FWA Footballer of the Year
The FWA Footballer of the Year award for 2007 was also won by Cristiano Ronaldo. The award is presented by the Football Writers' Association and voted for by its members. This year, Didier Drogba came second and Ryan Giggs and Paul Scholes came third and fourth respectively.

Premier League Manager of the Season
The Premier League Manager of the Season award was presented to Manchester United's Sir Alex Ferguson before the club's final game of the season against West Ham United.

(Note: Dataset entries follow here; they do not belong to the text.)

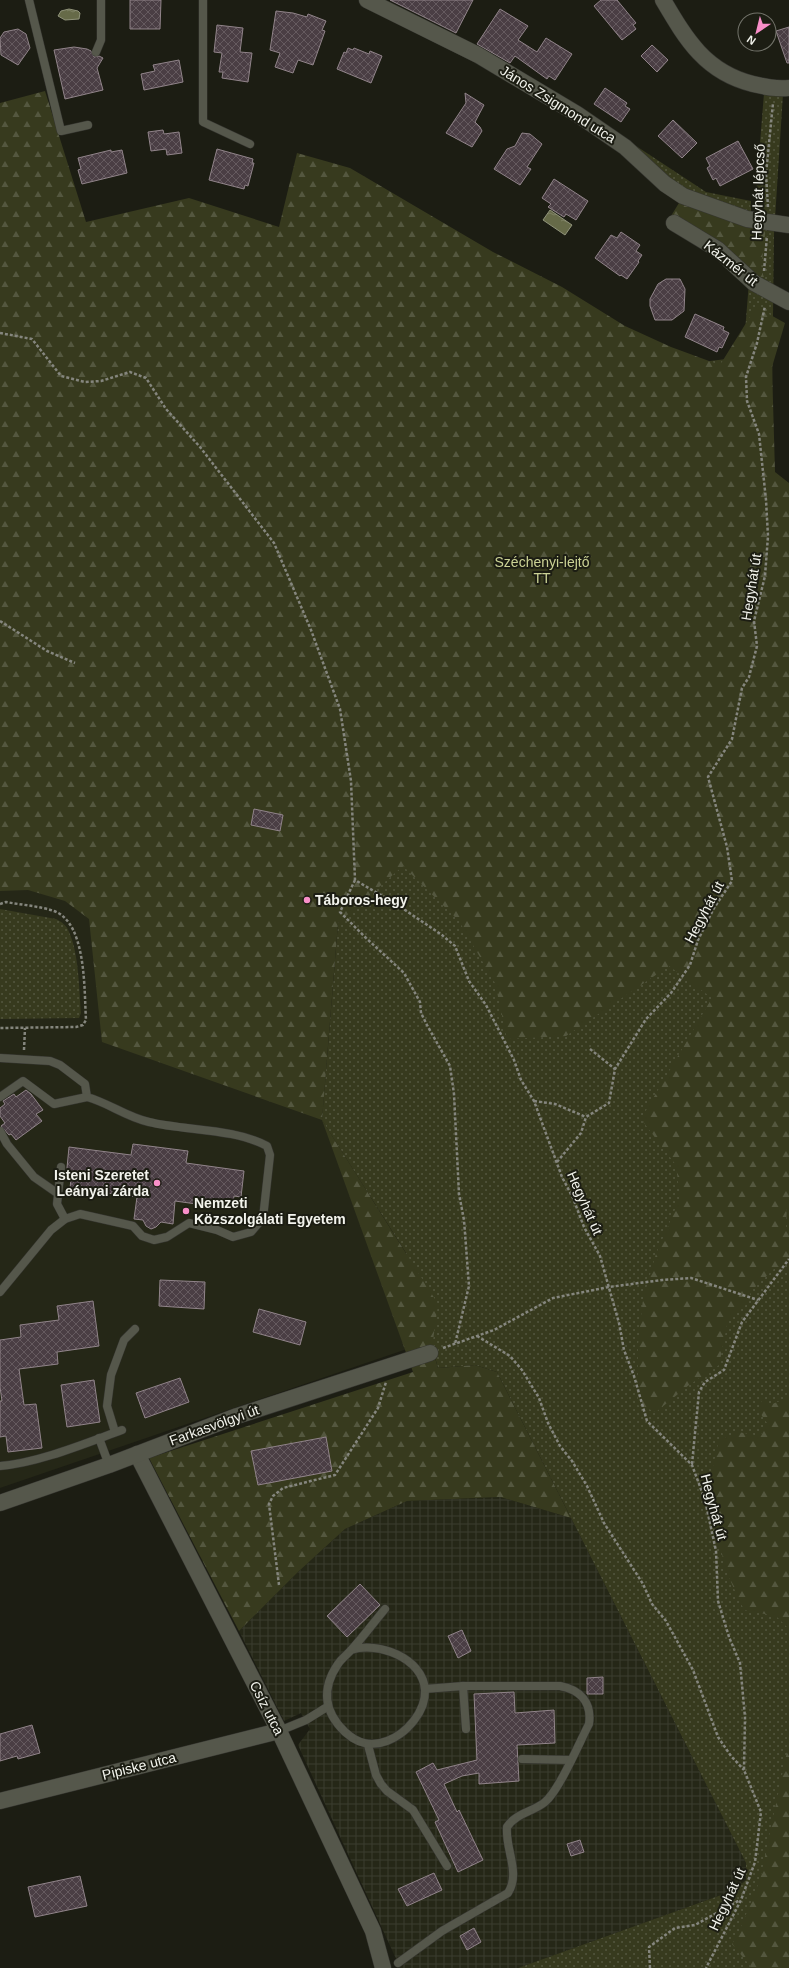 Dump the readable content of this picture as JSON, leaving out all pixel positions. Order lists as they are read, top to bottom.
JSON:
{
  "streets": {
    "street": [
      "János Zsigmond utca",
      "Kázmér út",
      "Farkasvölgyi út",
      "Csíz utca",
      "Pipiske utca"
    ],
    "path": ["Hegyhát lépcső", "Hegyhát út"]
  },
  "crossings": [
    ["János Zsigmond utca", "Hegyhát lépcső"],
    ["Hegyhát lépcső", "Kázmér út"],
    ["Hegyhát lépcső", "Hegyhát út"],
    ["Kázmér út", "Hegyhát út"],
    ["Farkasvölgyi út", "Csíz utca"],
    ["Csíz utca", "Pipiske utca"]
  ],
  "parks": ["Széchenyi-lejtő TT"],
  "places": ["Táboros-hegy", "Isteni Szeretet Leányai zárda", "Nemzeti Közszolgálati Egyetem"],
  "north": "bottom left"
}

Premier League Player of the Season
The Premier League Player of the Season award was also presented before Manchester United's game with West Ham United on the last day of the season, and was awarded to Cristiano Ronaldo, granting him the sextuple of PFA Players' Player, Young Player, Fans' Player of the Year, Barclays Premiership Player of the Season, Football Writers' Association Player of the Year and a place in the Team of the Year.

Premier League Merit Award
Ryan Giggs was presented with this special award at the same time as the Manager and Player of the Season Awards were given out, in recognition of his record of nine Premier League titles.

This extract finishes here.